[kg] SPIKE: Contributions Pipeline and Contributer Success
Problem to Solve
The Knowledge Graph (KG) is envisioned not just as an internal tool, but as a foundational framework for code intelligence, similar to popular open-source projects. For the KG to achieve this vision and be widely adopted, we need to establish a clear and robust pipeline for contributions.
Currently, there is no defined pathway for new engineers, both within and outside of GitLab, to understand the system's architecture, get up to speed, and contribute effectively. This lack of a structured onboarding and contribution process creates a high barrier to entry, risks making the KG a "black box" understood by only a few core developers. It ultimately slows down its potential for growth and innovation. Without a deliberate focus on contributor success, we cannot effectively scale the addition of new language support or other extensions, limiting the overall utility and reach of the project.
Proposed Solution
We will treat the Knowledge Graph as a first-class open-source framework and build a comprehensive contributions pipeline designed to empower and upskill engineers to contribute. The solution is centered around three key pillars: extensibility, documentation, and community engagement.
1. Engineer an Extensible Framework
The core of the strategy is to provide clear, powerful extension points that allow developers to add significant value without needing to modify the indexer's core logic.
-
Adding New Languages: The indexer is aimed to be developed with language-agnostic architecture. A primary contribution path will be adding support for new programming languages. This involves creating a new parser using the established
gitlab-code-parser
pattern and bringing that parser into the indexer. - Build DSLs: Leverage something like @michaelusa's [proposal] Spike: Resolving Definition FQNs wit... (gitlab-code-parser#38)
-
Custom Extraction with Graph Extractor Language (GEL): We will introduce and document GEL, a custom DSL that allows developers to define their own rules for extracting framework-specific nodes and relationships from the AST. For example, a contributor could write a GEL file to identify all Next.js API routes and create custom
api_endpoint
nodes in the graph. This makes the KG an extensible framework that the community can adapt to their specific needs.
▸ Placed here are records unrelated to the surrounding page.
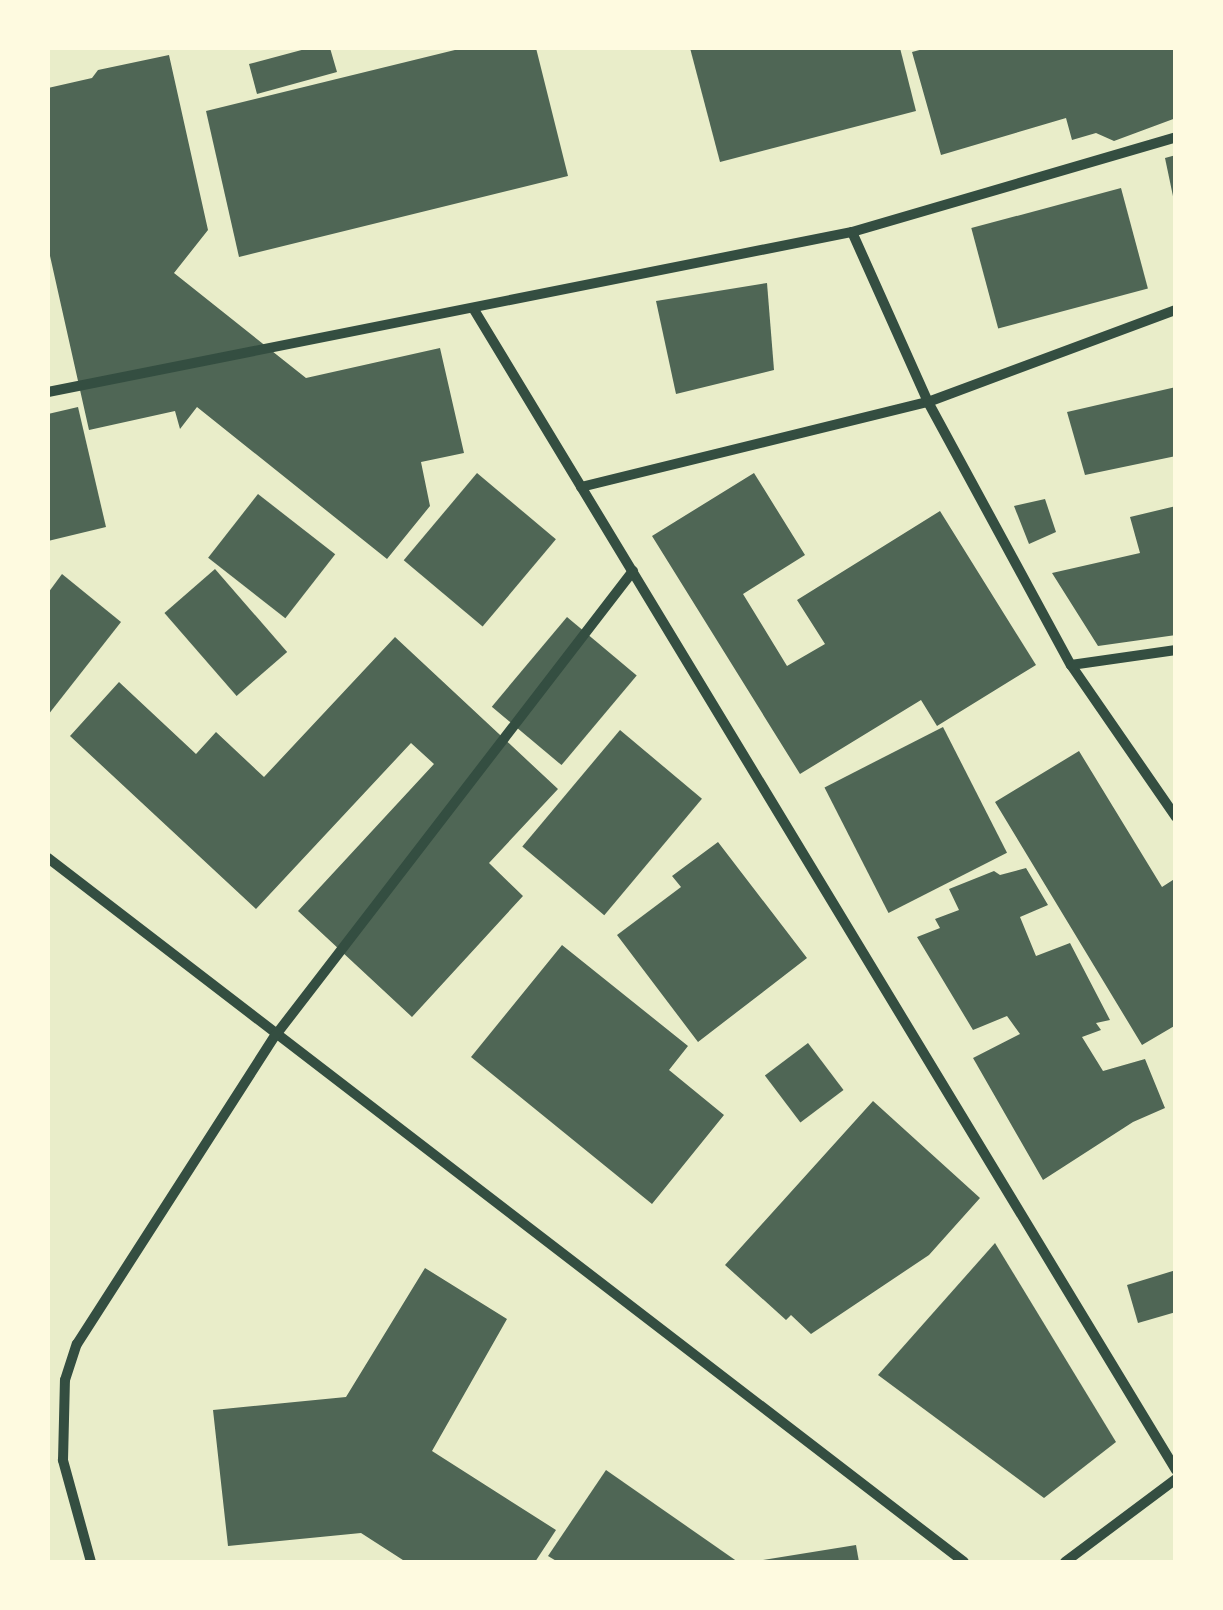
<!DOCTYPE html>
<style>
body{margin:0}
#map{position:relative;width:1223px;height:1610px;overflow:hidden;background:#e9edc9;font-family:"Work Sans",sans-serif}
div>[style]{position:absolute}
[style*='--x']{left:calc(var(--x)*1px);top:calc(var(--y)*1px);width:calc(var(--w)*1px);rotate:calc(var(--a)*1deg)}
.building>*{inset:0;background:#4f6655;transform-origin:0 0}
.minor>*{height:10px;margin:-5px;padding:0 5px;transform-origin:5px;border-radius:5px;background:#344e41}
span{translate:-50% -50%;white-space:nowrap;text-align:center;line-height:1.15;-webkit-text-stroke:10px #fefae0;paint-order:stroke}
.frame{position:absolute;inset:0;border:50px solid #fefae0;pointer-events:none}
</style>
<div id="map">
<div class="building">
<i style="clip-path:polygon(309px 48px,330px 48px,337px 72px,257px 94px,249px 64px)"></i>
<i style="clip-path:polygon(463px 48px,536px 48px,568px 176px,239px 257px,206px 111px)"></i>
<i style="clip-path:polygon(690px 48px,900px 48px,916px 111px,720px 162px)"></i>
<i style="clip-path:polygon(927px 48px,1176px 48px,1176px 118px,1114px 141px,1096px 133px,1072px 140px,1066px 118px,941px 155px,912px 52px)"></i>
<i style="clip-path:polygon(169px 55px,208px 230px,174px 273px,306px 378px,440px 348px,464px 453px,421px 462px,430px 506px,387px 559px,197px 407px,180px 429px,175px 411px,89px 430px,48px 247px,48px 88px,92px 78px,98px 70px)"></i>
<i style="clip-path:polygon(1176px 155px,1176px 201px,1174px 201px,1165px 158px)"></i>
<i style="left:1121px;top:188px;width:104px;height:155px;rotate:75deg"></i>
<i style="clip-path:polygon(767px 283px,774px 370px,676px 394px,656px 301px)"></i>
<i style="clip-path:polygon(1176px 387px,1176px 456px,1085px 475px,1067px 412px)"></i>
<i style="clip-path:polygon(78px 407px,106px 527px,48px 541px,48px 414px)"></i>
<i style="left:477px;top:473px;width:103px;height:114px;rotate:40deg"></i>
<i style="clip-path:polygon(754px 473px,805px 555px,743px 594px,787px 666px,825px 644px,797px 600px,940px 511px,1036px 665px,937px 726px,921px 700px,800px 774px,652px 536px)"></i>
<i style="left:258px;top:494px;width:98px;height:81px;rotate:38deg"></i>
<i style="clip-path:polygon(1045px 499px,1056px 532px,1029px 544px,1014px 506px)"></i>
<i style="clip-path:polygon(1176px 506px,1176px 635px,1098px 646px,1052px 573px,1140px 553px,1130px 517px)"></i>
<i style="left:215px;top:569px;width:110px;height:67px;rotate:49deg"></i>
<i style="clip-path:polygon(62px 574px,121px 622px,48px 715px,48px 593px)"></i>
<i style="left:567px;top:617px;width:91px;height:117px;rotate:40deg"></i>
<i style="clip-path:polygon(395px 637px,558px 789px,489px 863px,523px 896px,412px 1017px,298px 911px,434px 764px,411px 743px,256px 909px,70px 736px,119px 682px,196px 754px,216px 732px,264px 777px)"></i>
<i style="left:943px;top:727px;width:141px;height:133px;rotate:63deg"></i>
<i style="left:620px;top:730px;width:107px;height:152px;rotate:40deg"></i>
<i style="clip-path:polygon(1079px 751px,1162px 887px,1176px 878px,1176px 1025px,1142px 1045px,995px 802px)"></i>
<i style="clip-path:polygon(718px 842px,807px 958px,698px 1042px,617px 935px,681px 887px,672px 876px)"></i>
<i style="clip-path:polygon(1026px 868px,1048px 905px,1020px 917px,1036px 956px,1070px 943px,1110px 1020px,1096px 1023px,1101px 1030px,1082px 1037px,1103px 1071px,1145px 1059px,1165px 1108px,1133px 1122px,1043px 1180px,973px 1058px,1020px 1034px,1007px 1016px,973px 1030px,917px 937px,940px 928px,935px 919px,959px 910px,949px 889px,994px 871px,1000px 875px)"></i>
<i style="clip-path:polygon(562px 945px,688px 1046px,669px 1070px,724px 1115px,652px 1204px,471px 1057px)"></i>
<i style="left:808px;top:1043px;width:59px;height:54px;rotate:53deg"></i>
<i style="clip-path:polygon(873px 1101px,980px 1198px,929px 1255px,811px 1334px,791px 1315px,786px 1320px,725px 1265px)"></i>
<i style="clip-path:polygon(995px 1243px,1116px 1442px,1044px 1498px,878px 1375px)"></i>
<i style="clip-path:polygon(425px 1268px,507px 1319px,432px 1451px,556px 1530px,535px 1562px,406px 1562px,361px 1533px,228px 1546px,213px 1410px,346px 1397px)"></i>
<i style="clip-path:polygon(1176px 1270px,1176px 1312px,1138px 1323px,1127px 1285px)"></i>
<i style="clip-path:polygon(606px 1470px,738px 1562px,558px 1562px,548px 1556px)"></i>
<i style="clip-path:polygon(856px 1545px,859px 1562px,763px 1562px,763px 1560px)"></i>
</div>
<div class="minor">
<i style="--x:852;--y:232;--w:186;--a:65.9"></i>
<i style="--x:928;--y:402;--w:299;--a:61.5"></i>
<i style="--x:1071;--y:665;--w:185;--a:55.4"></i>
<i style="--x:473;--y:308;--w:1358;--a:58.83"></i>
<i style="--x:48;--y:392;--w:820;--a:-11.26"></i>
<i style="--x:852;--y:232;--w:338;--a:-16.3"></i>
<i style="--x:581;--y:487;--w:357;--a:-13.8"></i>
<i style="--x:928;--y:402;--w:265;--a:-20.4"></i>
<i style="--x:1071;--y:665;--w:106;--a:-8.1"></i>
<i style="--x:48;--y:858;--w:1155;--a:37.54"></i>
<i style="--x:91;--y:1562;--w:106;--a:-105.4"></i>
<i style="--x:63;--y:1460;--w:80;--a:-88.6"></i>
<i style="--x:65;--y:1380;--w:38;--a:-72"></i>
<i style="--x:77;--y:1344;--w:366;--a:-57.3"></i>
<i style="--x:275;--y:1036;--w:587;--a:-52.41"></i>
<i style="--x:1065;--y:1562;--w:139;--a:-36.8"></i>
</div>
<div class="frame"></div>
</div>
2. Build a Thorough Documentation Site
A dedicated, public-facing documentation site is critical for contributor success. This site will serve as the central hub for learning and contributing.
-
Robust Architectural Documentation: The site will feature a detailed architectural overview based on the
Knowledge Graph Core Indexer
design. It will explain the three-phase pipeline (File Discovery & Parsing, Resolution/Analysis, and Writing), the roles of the different Rust crates, the interaction with the Kuzu database, and the overall data flow. -
Contributor Guides & Tutorials: We can create "how-to" guides and tutorials that walk contributors through common tasks, such as:
- "How to Add a New Language to the Knowledge Graph"
- "How to Write Custom Rules with GEL"
-
API and Schema Reference: The documentation will include a full reference for the graph schema (nodes and relationships) and the API exposed by the
gkg
server.
3. Build a GitLab Team Member Pipeline
While we are moving fast, we want to enable other GitLab team members to contribute effectively. This includes setting up a robust Roadmap of "what's next" so that GitLab team members can pick up tasks that contribute to proceeding milestone deliverables. We can use a GitLab wiki or similar to outline all of the high-level efforts that align with the long-term vision of the project.
4. Foster a Contribution Ecosystem
To encourage community involvement, we will establish standard open-source community health files and processes.
-
CONTRIBUTING.md
: A detailedCONTRIBUTING.md
file will outline the development process, coding standards, and how to submit merge requests. - Open Source Strategy: We will finalize and publish our open-source strategy, clarifying which components of the Knowledge Graph are open source, open core, or closed source to provide transparency to the community.